February 4, 2021 ☼ trump ☼ domestic-terrorism ☼ democracy ☼ elections ☼ jan6
Source: The Washington Post - Link
Democracies can further repression, too. For four years, Trump’s flouting of norms within the United States, with his cries of “fake news” and persistent spread of misinformation, were echoed worldwide. “The war on truth in India is very much like the war on truth in the United States,” Vidya Krishnan, a journalist with the pioneering Indian magazine the Caravan, observed this week.
The storming of the Capitol on Jan. 6 left foreign pro-democracy groups that had allied with the United States disillusioned and defeated. “Our main ally in the fight for democracy has tumbled,” Venezuelan activist Jorge Barragán told The Post at the time. “What does that mean for us?

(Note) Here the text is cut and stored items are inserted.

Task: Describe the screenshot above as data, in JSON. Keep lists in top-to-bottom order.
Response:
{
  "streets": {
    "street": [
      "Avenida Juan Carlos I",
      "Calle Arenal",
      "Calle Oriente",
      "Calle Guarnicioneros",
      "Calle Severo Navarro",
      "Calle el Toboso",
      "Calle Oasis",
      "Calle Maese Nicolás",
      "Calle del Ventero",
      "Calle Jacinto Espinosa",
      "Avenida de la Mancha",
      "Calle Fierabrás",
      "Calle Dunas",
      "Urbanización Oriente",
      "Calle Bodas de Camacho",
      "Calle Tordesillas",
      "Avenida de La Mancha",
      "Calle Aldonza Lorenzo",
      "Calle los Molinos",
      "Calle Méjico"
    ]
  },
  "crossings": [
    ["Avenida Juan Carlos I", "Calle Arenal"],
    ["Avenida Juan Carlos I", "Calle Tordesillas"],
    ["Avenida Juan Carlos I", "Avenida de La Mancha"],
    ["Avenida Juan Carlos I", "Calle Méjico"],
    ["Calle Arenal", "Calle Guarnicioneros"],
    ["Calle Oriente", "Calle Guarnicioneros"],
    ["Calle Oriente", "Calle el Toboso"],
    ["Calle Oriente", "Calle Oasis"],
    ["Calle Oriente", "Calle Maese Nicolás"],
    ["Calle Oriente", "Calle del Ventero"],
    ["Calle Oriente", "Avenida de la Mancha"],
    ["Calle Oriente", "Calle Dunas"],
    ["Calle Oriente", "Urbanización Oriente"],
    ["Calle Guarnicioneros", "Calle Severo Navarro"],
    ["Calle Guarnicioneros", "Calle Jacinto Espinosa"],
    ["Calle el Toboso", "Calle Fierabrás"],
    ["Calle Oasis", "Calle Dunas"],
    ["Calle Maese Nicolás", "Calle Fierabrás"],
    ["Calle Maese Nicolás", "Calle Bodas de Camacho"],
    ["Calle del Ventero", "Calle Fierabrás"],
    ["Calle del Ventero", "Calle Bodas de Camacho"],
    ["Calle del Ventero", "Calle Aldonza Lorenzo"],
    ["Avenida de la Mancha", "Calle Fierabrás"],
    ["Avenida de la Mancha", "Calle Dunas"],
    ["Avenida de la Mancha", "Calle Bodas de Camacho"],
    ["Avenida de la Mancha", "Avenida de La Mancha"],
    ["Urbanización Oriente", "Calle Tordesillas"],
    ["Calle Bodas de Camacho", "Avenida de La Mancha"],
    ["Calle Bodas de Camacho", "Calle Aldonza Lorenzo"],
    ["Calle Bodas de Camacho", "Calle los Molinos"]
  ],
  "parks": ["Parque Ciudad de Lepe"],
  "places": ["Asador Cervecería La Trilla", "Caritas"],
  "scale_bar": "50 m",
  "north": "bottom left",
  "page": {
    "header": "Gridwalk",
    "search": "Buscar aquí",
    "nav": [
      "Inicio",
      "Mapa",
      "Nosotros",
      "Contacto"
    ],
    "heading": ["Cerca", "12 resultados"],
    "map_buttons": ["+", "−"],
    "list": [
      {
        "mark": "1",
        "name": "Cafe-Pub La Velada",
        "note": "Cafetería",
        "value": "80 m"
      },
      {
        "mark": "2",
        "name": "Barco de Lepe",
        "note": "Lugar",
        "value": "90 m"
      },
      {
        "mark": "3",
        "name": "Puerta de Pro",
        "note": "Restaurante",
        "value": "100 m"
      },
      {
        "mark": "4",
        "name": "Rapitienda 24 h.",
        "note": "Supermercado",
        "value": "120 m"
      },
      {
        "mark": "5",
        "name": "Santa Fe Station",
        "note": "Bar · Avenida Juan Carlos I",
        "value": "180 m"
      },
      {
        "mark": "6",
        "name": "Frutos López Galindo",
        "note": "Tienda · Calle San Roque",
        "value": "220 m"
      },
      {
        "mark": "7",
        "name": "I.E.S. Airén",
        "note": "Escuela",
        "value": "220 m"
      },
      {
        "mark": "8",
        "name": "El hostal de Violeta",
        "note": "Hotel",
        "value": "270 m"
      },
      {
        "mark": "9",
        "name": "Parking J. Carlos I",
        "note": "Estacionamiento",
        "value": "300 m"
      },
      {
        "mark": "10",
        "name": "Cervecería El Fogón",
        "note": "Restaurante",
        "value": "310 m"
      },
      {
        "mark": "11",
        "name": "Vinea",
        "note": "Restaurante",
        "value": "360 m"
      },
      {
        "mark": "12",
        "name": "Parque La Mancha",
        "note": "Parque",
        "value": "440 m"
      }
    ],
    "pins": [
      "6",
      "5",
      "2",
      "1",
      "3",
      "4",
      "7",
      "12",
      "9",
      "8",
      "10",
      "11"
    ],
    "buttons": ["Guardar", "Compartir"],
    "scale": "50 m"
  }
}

New U.S. leadership is not likely to answer that question on its own. When the Myanmar military announced a state of emergency and arrested Suu Kyi and her allies this week, it justified the moves by making unfounded claims of electoral fraud. To many observers, those accusations sounded familiar. “The Myanmar military has done what Trump tried to do,” Kenneth Roth, the executive director of Human Rights Watch tweeted Monday.
Ultra-nationalist propaganda is going to destroy the democracies they contend that they protect.